#### Task prompt
Reproduce the data below verbatim from the line containing "List all text" through its final line, and produce nothing more.

#### Records to process
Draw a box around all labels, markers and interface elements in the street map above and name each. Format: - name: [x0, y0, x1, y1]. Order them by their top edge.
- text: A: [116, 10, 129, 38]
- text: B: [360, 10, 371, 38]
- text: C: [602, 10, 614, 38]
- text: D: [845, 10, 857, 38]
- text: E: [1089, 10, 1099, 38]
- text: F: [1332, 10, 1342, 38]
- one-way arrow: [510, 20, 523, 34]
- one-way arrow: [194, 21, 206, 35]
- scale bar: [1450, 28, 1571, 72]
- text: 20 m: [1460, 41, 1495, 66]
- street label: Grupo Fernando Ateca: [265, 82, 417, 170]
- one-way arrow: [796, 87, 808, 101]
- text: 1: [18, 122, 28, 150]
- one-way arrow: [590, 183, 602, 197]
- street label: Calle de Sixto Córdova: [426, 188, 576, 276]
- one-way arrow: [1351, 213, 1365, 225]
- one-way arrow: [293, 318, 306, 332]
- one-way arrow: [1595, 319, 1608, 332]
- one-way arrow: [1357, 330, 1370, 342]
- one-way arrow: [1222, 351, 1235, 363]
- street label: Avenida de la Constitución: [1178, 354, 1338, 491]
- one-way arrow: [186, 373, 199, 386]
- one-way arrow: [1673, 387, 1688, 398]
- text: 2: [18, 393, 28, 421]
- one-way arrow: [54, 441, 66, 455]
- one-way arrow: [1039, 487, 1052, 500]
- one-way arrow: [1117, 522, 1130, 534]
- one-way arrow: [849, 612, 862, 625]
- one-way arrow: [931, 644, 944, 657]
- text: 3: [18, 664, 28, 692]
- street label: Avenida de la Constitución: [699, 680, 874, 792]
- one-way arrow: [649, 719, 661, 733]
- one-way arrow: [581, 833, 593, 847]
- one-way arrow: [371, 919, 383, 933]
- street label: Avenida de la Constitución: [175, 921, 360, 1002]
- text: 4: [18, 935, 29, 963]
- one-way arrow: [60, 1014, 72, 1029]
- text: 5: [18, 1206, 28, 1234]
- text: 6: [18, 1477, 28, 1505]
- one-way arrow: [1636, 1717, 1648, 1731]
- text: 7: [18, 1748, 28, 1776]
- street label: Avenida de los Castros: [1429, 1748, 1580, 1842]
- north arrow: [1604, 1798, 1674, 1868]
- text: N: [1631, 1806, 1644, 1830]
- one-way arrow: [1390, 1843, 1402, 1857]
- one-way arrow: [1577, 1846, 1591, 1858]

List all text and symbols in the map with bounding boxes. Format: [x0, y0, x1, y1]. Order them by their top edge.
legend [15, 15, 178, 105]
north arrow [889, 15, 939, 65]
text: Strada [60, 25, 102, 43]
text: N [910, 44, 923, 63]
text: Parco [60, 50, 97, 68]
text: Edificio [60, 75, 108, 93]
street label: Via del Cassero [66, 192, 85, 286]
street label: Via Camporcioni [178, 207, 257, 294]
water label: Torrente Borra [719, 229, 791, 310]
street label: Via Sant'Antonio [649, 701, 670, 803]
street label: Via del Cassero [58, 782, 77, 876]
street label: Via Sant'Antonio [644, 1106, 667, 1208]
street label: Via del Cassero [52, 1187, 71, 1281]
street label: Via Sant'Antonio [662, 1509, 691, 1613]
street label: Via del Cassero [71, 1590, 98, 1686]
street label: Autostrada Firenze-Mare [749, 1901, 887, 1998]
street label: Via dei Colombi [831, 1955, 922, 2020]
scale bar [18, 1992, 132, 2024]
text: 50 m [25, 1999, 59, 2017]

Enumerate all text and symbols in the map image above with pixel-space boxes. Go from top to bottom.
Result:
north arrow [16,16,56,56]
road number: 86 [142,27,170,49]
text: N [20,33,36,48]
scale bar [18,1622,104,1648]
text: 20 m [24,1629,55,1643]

#### Solution
List all text and symbols in the map with bounding boxes. Format: [x0, y0, x1, y1]. Order them by their top edge.
legend [15, 15, 178, 105]
north arrow [889, 15, 939, 65]
text: Strada [60, 25, 102, 43]
text: N [910, 44, 923, 63]
text: Parco [60, 50, 97, 68]
text: Edificio [60, 75, 108, 93]
street label: Via del Cassero [66, 192, 85, 286]
street label: Via Camporcioni [178, 207, 257, 294]
water label: Torrente Borra [719, 229, 791, 310]
street label: Via Sant'Antonio [649, 701, 670, 803]
street label: Via del Cassero [58, 782, 77, 876]
street label: Via Sant'Antonio [644, 1106, 667, 1208]
street label: Via del Cassero [52, 1187, 71, 1281]
street label: Via Sant'Antonio [662, 1509, 691, 1613]
street label: Via del Cassero [71, 1590, 98, 1686]
street label: Autostrada Firenze-Mare [749, 1901, 887, 1998]
street label: Via dei Colombi [831, 1955, 922, 2020]
scale bar [18, 1992, 132, 2024]
text: 50 m [25, 1999, 59, 2017]

Enumerate all text and symbols in the map image above with pixel-space boxes. Go from top to bottom.
Result:
north arrow [16,16,56,56]
road number: 86 [142,27,170,49]
text: N [20,33,36,48]
scale bar [18,1622,104,1648]
text: 20 m [24,1629,55,1643]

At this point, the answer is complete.